You can’t build culture with a mission statement. You create it with the everyday stuff: how people are treated, how support shows up, how transparent leadership is, and yes, the policies and benefits that either back your values or quietly contradict them.

That’s the thing about benefits. They’re cultural artifacts. They tell your people what you care about.

  • Generous parental leave? That says family matters.
  • Investment in career development? You believe in growth.
  • Comprehensive mental health coverage? Well-being is a priority.

These are signals employees are reading. They don’t expect perfection, but they do expect consistency between what’s said and what’s done.

The Real Risk Is in Not Knowing

The bigger problem is that even when companies do offer meaningful support, too few employees know it’s there.

MetLife reports that 89% of employees believe their organization could improve its benefits to build trust … yet many remain unaware of what’s already available.

That’s not a generosity problem. That’s a communication gap.

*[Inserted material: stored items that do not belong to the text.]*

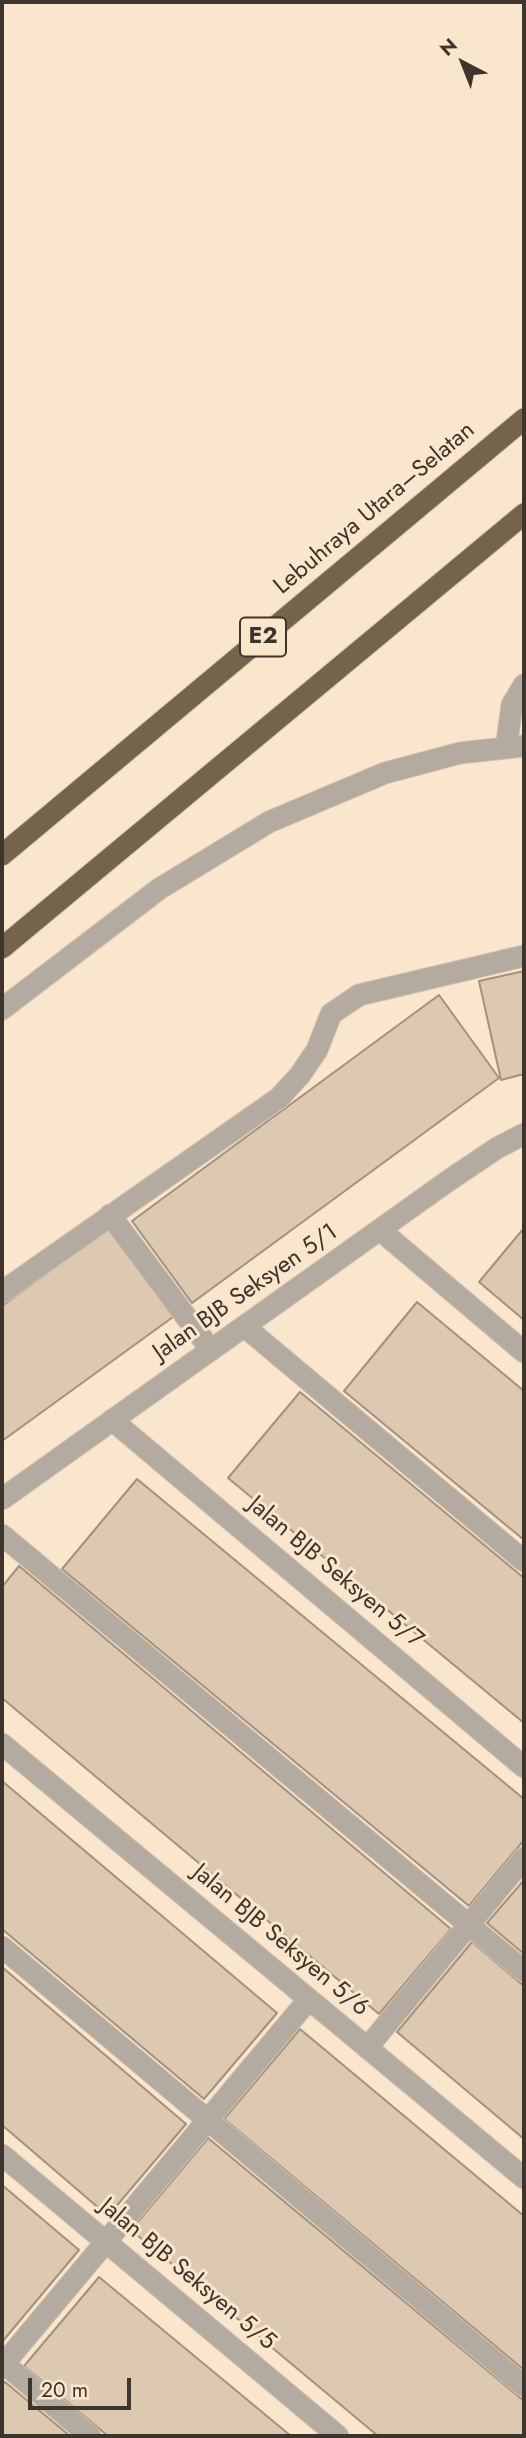 <!DOCTYPE html>
<html>
<head>
<meta charset="utf-8">
<style>
	body { margin:0 }
	#map { position:relative; width:526px; height:2438px; overflow:hidden; background:#fae5cd; font-family:Jost,sans-serif }
	canvas { display:block }
	.frame { position:absolute; inset:0; border:4px solid #3d352b; pointer-events:none }
	.north { position:absolute; left:428px; top:28px; width:70px; height:70px; -webkit-text-stroke:5px #fae5cd; paint-order:stroke; rotate:318deg; font-size:19px; font-weight:700; line-height:28px; text-align:center; color:#3d352b }
	.north::after { content:''; display:block; margin:auto; width:24px; height:32px; background:#3d352b; clip-path:polygon(50% 0,100% 100%,50% 72%,0 100%) }
	.scale { position:absolute; left:28px; top:2378px; width:103px; height:32px; box-sizing:border-box; border:4px solid #3d352b; border-top:0; padding-left:9px; font-size:21px; line-height:24px; white-space:nowrap; color:#3d352b; -webkit-text-stroke:5px #fae5cd; paint-order:stroke }
</style>
</head>
<body>
<div id="map">
<canvas width="526" height="2438"></canvas>
<div class="frame"></div>
<div class="north">N</div>
<div class="scale">20 m</div>
</div>
<script>
const c = document.querySelector('canvas').getContext('2d');
c.lineJoin = 'round';
function fill(path, color) {
  c.fillStyle = color;
  c.fill(path, 'evenodd');
}
function poly(rows) {
  const path = new Path2D();
  for (const r of rows) {
    path.moveTo(r[0], r[1]);
    for (let i = 2; i < r.length; i += 2) path.lineTo(r[i], r[i + 1]);
  }
  return path;
}
function trace(path, color, width, dash) {
  c.strokeStyle = color;
  c.lineWidth = width;
  c.lineCap = dash ? 'butt' : 'round';
  c.setLineDash(dash || []);
  c.stroke(path);
}
function write(font, color, halo, rows, align = 'center') {
  c.font = font + ' Jost,sans-serif';
  c.lineWidth = 6;
  c.setLineDash([]);
  c.textBaseline = 'middle';
  c.strokeStyle = halo;
  c.fillStyle = color;
  for (const [text, x, y, turn = 0] of rows) {
    c.save();
    c.translate(x, y);
    c.rotate((+turn || 0) * Math.PI / 180);
    c.textAlign = isNaN(turn) ? turn : align;
    if (halo) c.strokeText(text, 0, 0);
    c.fillText(text, 0, 0);
    c.restore();
  }
}
const building = poly([
	[524,971,524,1074,501,1080,479,981,524,971],
	[439,995,499,1078,192,1303,132,1221,439,995],
	[109,1228,173,1317,2,1441,2,1306,109,1228],
	[524,1228,524,1320,479,1282,524,1228],
	[417,1302,524,1391,524,1540,344,1391,417,1302],
	[300,1392,524,1578,524,1723,228,1478,300,1392],
	[137,1479,524,1799,524,1840,469,1906,62,1569,137,1479],
	[19,1566,451,1929,379,2014,2,1698,2,1587,19,1566],
	[2,1781,277,2013,204,2099,2,1929,2,1781],
	[524,1880,524,1954,487,1923,524,1880],
	[472,1942,524,1986,524,2139,397,2032,472,1942],
	[2,1967,186,2124,108,2216,2,2125,2,1967],
	[300,2029,524,2216,524,2370,224,2119,300,2029],
	[208,2138,524,2401,524,2436,378,2436,131,2230,208,2138],
	[2,2185,79,2250,2,2342,2,2185],
	[99,2277,291,2436,108,2436,24,2366,99,2277],
	[5,2382,70,2436,2,2436,2,2385,5,2382]
]);
fill(building, '#ddc8b1');
trace(building, '#a5917b', 2);
const minor = poly([
	[506,748,512,705,524,685],
	[2,1009,159,889,269,822,385,773,460,753,524,746],
	[110,1215,211,1350],
	[380,1230,524,1352],
	[2,1292,279,1098,300,1075,317,1050,331,1014,359,995,524,956],
	[245,1327,524,1561],
	[112,1420,524,1767],
	[2,1499,448,1181,497,1148,524,1134],
	[2,1535,524,1971],
	[2,1744,524,2178],
	[2,1947,524,2386],
	[367,2048,524,1858],
	[2,2155,338,2436],
	[2,2362,90,2436],
	[2,2366,309,1999]
]);
const highway = poly([
	[2,855,524,419],
	[2,948,524,514]
]);
trace(minor, '#d4c2ad', 23);
trace(highway, '#d4c2ad', 23);
trace(minor, '#b3aaa0', 21);
trace(highway, '#76634e', 21);
for (const [x, y, w] of [
	[263,637,46]
]) {
  const box = new Path2D();
  box.roundRect(x - w / 2, y - 19.5, w, 39, 5);
  c.fillStyle = '#fae5cd';
  c.fill(box);
  trace(box, '#3d352b', 2);
}
write('bold 23px', '#3d352b', null, [
	["E2",263,637]
]);
write('24px', '#3d352b', '#fae5cd', [
	["Lebuhraya Utara–Selatan",375,509,-40],
	["Jalan BJB Seksyen 5/1",246,1293,-35],
	["Jalan BJB Seksyen 5/7",335,1573,40],
	["Jalan BJB Seksyen 5/6",280,1941,40],
	["Jalan BJB Seksyen 5/5",187,2275,40]
]);
</script>
</body>
</html>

When there’s a gap between what you offer and what employees perceive, the result is confusion and dissonance, which leads to doubt.

Doubt in the company’s intentions. Doubt in leadership. Doubt in whether they actually belong there.

Internal Communication = Culture in Action

One of the most overlooked drivers of culture is how you talk to your employees. Not just at orientation, not just during open enrollment, but always.

Forward-thinking companies treat internal communication like internal marketing, with the same care and clarity they bring to external messaging. That means:

  • Ditching the jargon.
  • Showing up in the right channels — emails, Slack, 1:1s, town halls.
  • Sharing real stories from real employees.
  • Repeating what matters.

In a time when trust is fragile, repetition is reassurance.

Culture That’s Felt (and Believed)

At the end of the day, benefits and policies are the proof points of culture. And communication connects those proof points to employee belief.

If employees don’t see the support, it doesn’t exist for them. If they don’t trust the message, it doesn’t matter how generous the offer is.

Don’t let your values get lost in fine print or forgotten slide decks. Show your employees they matter in the moments that count — through benefits that align with what you stand for and communication that proves you mean it.

Because culture isn’t what you say — it’s what they feel.

Make it seen. Make it heard. Make it undeniable.